Castle Doctrine Law Raises Questions about Self Defense
Mark Hinkston’s June 2013 article on the castle doctrine in Wisconsin is entitled “Home Safe Home.” These safe homes might now have signs outside warning of a deadly shooter within.
The article describes self defense in Wisconsin. Before the castle doctrine law, it was required to show deadly action was necessary to terminate an attack, to get a defense of privilege to the jury. See the article for a good explanation of this and the new law’s expansion of the self-defense privilege in the home and elsewhere, which justifies deadly force just on a showing of illegal and forcible entry. In fact, the new law says the court must presume the deadly force was justified on this showing.
The author notes others’ criticisms of the new law that say deadly force could easily be justified in situations where such force was not called for. As I wrote this in my home, there was a knock at my door. Before I could get up, the “intruder” opened it and deposited a newspaper inside. It was raining. He did not have permission to open the door. I was surprised, but did not mind. Under some district attorneys’ interpretations, he forcibly entered. This would justify blowing him away according to these interpretations of force.
Mr. Hinkston says self-defense law is not dramatically expanded. It has changed so significantly that we have already had one major case of a fairly unobtrusive trespasser being shot to death. The prosecutor decided not to file charges, apparently on the strength of the new privilege and its presumption that requires no showing of need to use deadly force. It may be that the use of the deadly force in shooting an intruder will often hinge on whether the intruder entered forcibly. One of the biggest problems with the new statute is that “forcibly entering” is not defined. The statute appears to be vague, since it is not defined, but the law is apparently unchallenged as it stands. There are other problems (not discussed in the article), dealing with who applies the presumption and when.
Have there been severe problems with applying the long-standing definition of self defense before this new law? If there have, I suspect there will be many more problems with the newly defined privilege. Armed homeowners will no longer have to justify reasonable force. It appears that there are already victims who clearly had no violent intentions and there was no reason to believe they did. The law seems to have been generated out of the clamor for more liberal rules on possession and use of weapons, not based on unfairness of the old self-defense privilege and its use in court. So I disagree that the new law does not change the privilege, and I agree with those who believe it creates danger and potential for abusing the privilege.
Response: Mr. Getzin, for the most part, criticizes the law’s passage and content and not my description of the law and its attendant considerations. He appears to primarily challenge legislators for passing the new law in response to the “clamor for more liberal rules on possession and use of weapons.” He also criticizes the legislature for some drafting vagueness.
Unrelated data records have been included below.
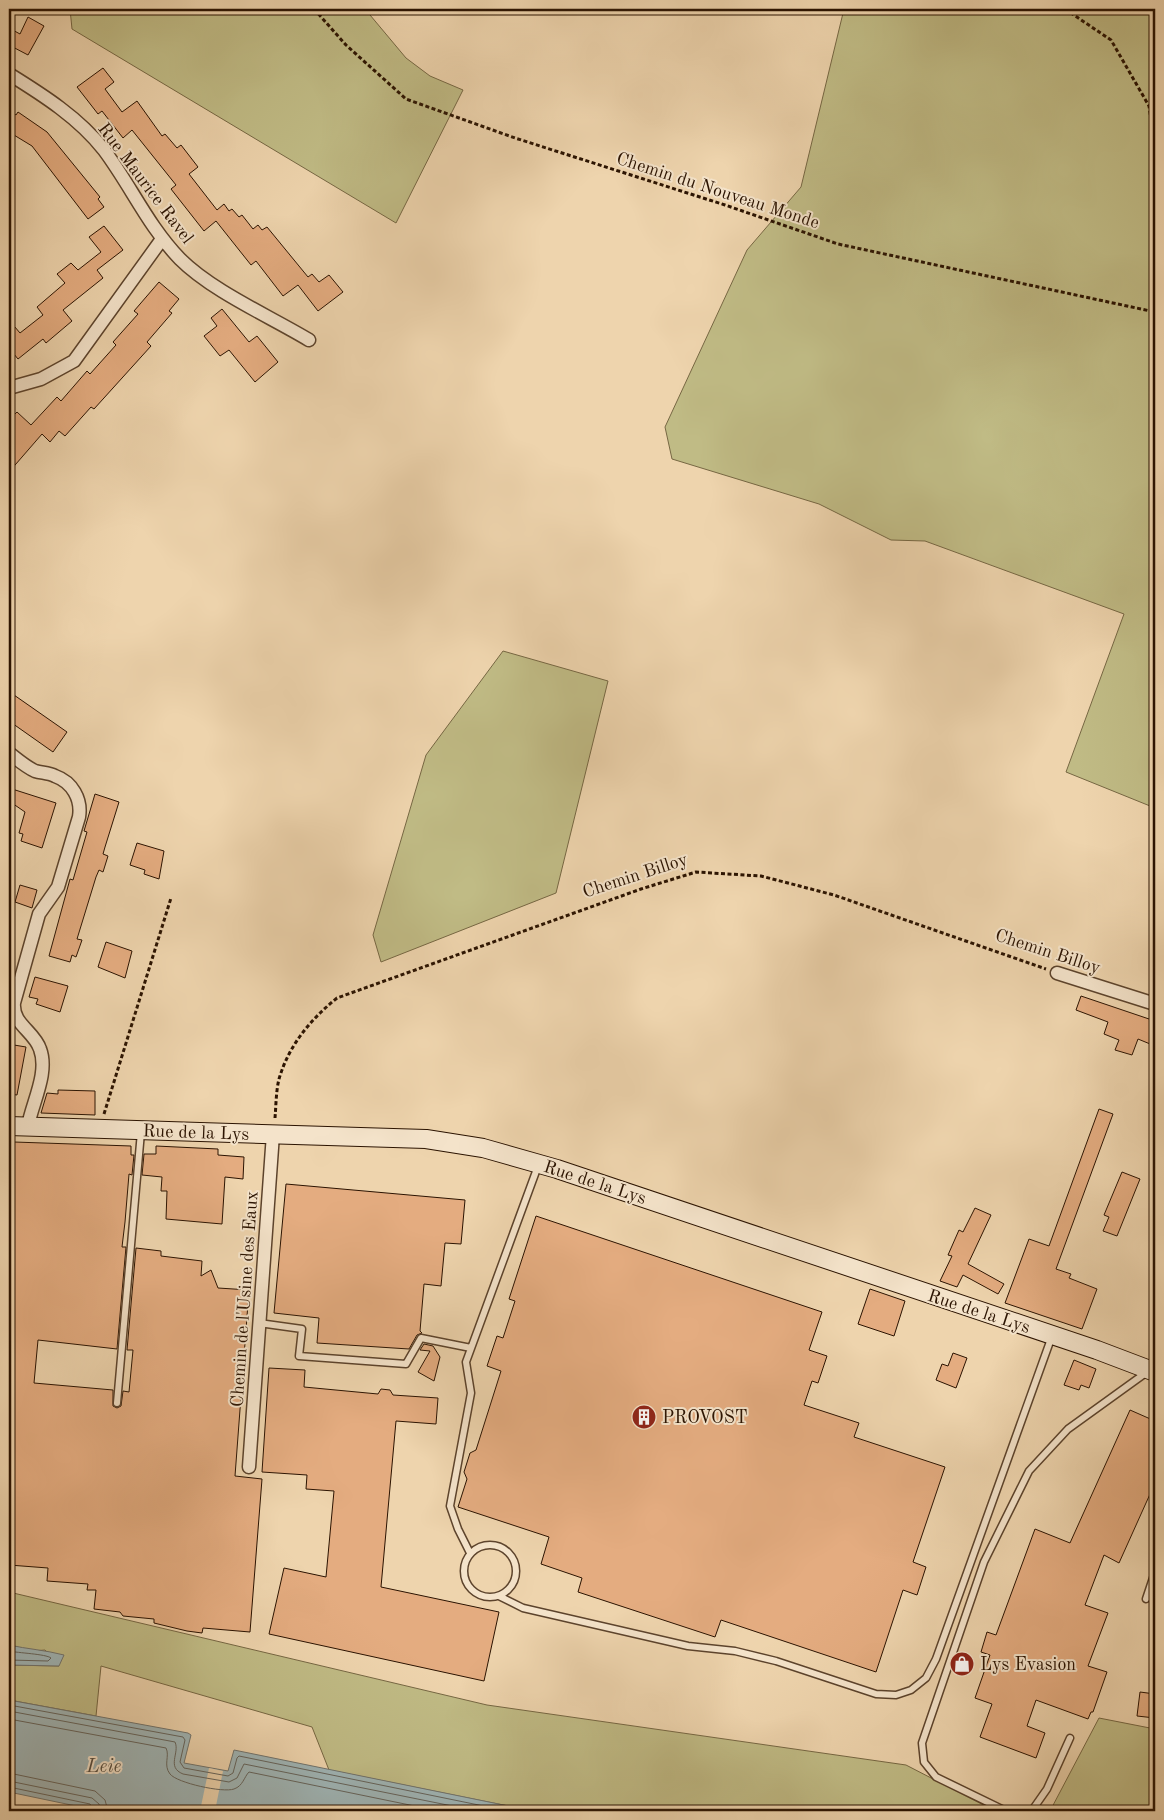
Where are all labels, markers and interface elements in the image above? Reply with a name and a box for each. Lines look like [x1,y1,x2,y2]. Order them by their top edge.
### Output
street label: Rue Maurice Ravel [94,120,196,247]
street label: Chemin du Nouveau Monde [614,150,821,232]
street label: Chemin Billoy [580,850,691,901]
street label: Chemin Billoy [993,926,1103,978]
street label: Rue de la Lys [142,1122,250,1144]
street label: Rue de la Lys [541,1158,648,1208]
street label: Chemin de l'Usine des Eaux [228,1190,262,1408]
street label: Rue de la Lys [925,1287,1032,1337]
building icon: PROVOST [631,1404,657,1430]
place label: PROVOST [662,1409,748,1427]
shop icon: Lys Evasion [949,1651,975,1677]
place label: Lys Evasion [980,1656,1076,1674]
water label: Leie [86,1758,122,1777]

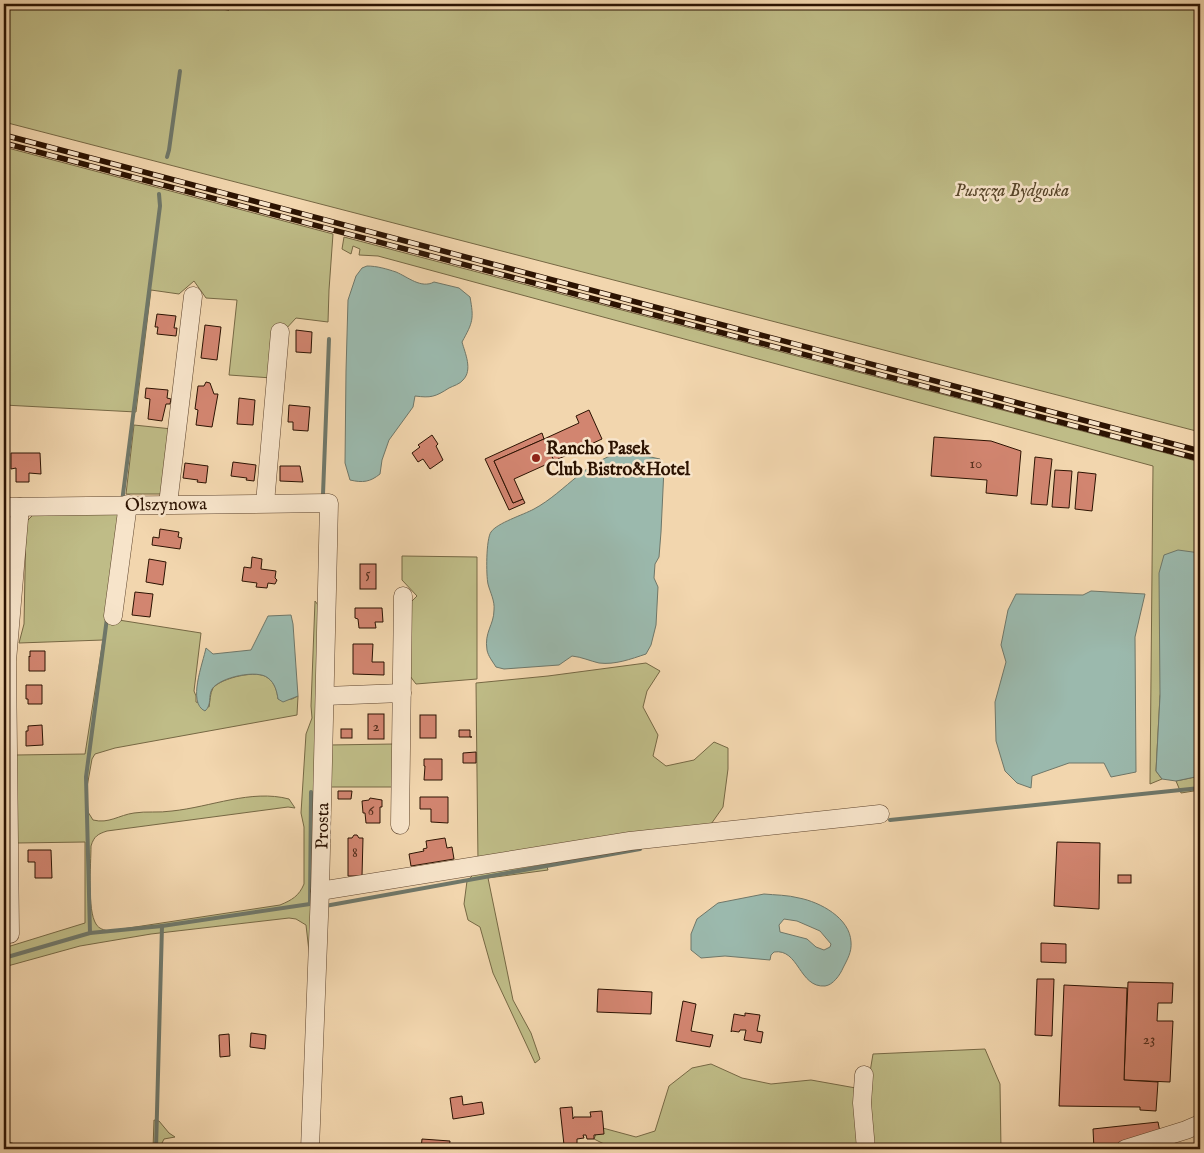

Mr. Getzin contends that I wrote the “self-defense law is not dramatically expanded.” I actually wrote that the castle doctrine law “has not dramatically expanded the right of homeowners to shoot and kill in self-defense” because they have always had that right, assuming they act reasonably. I in fact agree that the new law is a significant change in self-defense law in that it raises a presumption of reasonableness under certain enumerated circumstances.
I do not go as far as Mr. Getzin to subscribe to a belief that the new law spreads a danger that owners are more inclined to more regularly shoot at any intruder, including the accommodating paper carrier in Mr. Getzin’s example. I disagree with his suggestion that the law’s passage caused “one major case of a fairly unobtrusive trespasser being shot to death” (an apparent reference to the indisputably tragic Bo Morrison shooting). There is no evidence that the law’s passage caused Bo Morrison to be mortally shot. The law affected the decision to not pursue charges but it did not cause the tragedy.
To persuasively argue that the new law’s passage promotes and has caused hair-trigger reliance on, or abuse of, the self-defense privilege, one would have to prove that most homeowners know of the new law and that it will embolden them to consciously shoot entrants at will because more of the self-defense onus is now on the prosecution. Still, Mr. Getzin is entitled to believe that “danger” and “abuse” will follow the law’s passage, just as others are entitled to disagree.
Mark R. Hinkston,
Knuteson, Hinkston & Quinn S.C., Racine
Because Life is Hard, Everyone Needs Help Now and Then – Even Lawyers
In the fall of my first year of law school, I attended a presentation about the “harder,” not so glamorous, sides of the legal profession. The speaker explained that lawyers and judges suffered increased levels of stress, depression, anxiety, alcoholism, drug abuse, and suicide when compared to the population at large. In several of those categories, the rates were two to three times that of the nonlawyer population in the United States.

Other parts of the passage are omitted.